• **Work task**: Copy out, from the data below, each line in which the word "Gonzalo" occurs.

(Items listed in a dataset)
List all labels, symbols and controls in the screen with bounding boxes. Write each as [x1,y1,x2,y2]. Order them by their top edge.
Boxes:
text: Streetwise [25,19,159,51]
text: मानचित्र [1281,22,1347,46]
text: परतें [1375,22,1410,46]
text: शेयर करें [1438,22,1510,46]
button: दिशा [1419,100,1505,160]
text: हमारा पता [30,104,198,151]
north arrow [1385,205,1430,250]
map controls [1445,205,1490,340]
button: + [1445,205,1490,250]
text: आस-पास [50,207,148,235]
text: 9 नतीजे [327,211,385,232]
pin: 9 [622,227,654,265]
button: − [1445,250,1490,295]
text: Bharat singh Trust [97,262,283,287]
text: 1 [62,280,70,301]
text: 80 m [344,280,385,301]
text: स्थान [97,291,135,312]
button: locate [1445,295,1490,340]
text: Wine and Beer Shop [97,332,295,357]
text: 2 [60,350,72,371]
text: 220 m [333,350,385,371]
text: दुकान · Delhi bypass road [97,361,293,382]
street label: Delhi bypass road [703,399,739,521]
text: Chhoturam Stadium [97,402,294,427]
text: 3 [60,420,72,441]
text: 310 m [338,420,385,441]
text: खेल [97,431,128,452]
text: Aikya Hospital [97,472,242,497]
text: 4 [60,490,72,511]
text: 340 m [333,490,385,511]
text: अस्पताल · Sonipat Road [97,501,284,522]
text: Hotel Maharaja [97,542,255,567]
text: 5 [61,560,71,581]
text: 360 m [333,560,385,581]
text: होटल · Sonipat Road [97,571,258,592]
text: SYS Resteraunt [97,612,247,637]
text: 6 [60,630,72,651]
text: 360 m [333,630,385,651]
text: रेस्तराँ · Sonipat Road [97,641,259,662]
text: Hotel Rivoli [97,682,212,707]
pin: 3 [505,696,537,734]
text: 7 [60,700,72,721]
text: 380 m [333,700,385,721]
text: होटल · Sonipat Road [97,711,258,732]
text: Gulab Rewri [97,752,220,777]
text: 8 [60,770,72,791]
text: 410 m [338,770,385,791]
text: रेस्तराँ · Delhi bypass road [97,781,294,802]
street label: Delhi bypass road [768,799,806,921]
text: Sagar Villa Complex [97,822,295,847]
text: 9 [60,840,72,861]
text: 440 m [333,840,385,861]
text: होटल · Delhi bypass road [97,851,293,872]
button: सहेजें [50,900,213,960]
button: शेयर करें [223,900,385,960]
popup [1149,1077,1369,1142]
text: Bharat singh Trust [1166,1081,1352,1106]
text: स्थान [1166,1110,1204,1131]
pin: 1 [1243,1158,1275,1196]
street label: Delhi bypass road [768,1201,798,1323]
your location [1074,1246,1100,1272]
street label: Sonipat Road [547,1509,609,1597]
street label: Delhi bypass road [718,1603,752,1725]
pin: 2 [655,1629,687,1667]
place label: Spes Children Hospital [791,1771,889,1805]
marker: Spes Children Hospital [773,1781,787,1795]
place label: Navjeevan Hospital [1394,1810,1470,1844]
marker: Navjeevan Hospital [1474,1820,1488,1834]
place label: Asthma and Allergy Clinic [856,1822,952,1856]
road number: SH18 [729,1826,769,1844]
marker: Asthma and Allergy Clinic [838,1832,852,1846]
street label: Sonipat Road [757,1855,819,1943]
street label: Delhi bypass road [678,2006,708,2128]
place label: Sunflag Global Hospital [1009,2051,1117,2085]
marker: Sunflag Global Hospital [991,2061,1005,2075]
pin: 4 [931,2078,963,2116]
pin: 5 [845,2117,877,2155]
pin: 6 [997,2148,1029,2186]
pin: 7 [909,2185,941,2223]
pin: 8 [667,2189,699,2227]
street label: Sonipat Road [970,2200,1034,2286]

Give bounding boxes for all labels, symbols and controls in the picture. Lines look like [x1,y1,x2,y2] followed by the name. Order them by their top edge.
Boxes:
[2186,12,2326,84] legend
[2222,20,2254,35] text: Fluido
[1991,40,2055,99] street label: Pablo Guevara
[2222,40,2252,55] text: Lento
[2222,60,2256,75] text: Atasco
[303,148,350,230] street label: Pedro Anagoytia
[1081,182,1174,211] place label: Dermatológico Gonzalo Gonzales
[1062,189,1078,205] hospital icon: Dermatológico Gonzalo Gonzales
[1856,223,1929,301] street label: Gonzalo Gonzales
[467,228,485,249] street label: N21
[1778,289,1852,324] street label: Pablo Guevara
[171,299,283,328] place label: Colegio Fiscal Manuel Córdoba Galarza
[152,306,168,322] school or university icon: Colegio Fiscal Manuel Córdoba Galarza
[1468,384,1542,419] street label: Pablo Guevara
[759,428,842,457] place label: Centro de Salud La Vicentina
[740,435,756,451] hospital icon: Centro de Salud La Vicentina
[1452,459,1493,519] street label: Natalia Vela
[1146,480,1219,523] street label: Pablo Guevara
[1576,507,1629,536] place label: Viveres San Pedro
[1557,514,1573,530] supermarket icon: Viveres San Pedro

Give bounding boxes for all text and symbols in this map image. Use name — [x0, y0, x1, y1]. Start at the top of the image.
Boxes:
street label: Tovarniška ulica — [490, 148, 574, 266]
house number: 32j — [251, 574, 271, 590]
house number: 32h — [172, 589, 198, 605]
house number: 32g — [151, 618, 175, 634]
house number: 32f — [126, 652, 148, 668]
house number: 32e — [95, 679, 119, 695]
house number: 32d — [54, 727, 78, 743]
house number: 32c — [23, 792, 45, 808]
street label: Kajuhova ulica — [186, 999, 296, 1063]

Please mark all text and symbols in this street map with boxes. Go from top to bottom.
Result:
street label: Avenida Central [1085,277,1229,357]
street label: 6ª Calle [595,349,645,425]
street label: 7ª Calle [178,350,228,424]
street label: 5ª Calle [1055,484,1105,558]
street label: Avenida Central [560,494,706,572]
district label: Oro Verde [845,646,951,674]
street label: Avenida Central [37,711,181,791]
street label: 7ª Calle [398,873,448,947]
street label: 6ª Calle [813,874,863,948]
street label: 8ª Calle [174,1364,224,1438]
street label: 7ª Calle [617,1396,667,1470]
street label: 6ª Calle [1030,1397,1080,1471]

• **Exercise response**:
[1081,182,1174,211] place label: Dermatológico Gonzalo Gonzales
[1062,189,1078,205] hospital icon: Dermatológico Gonzalo Gonzales
[1856,223,1929,301] street label: Gonzalo Gonzales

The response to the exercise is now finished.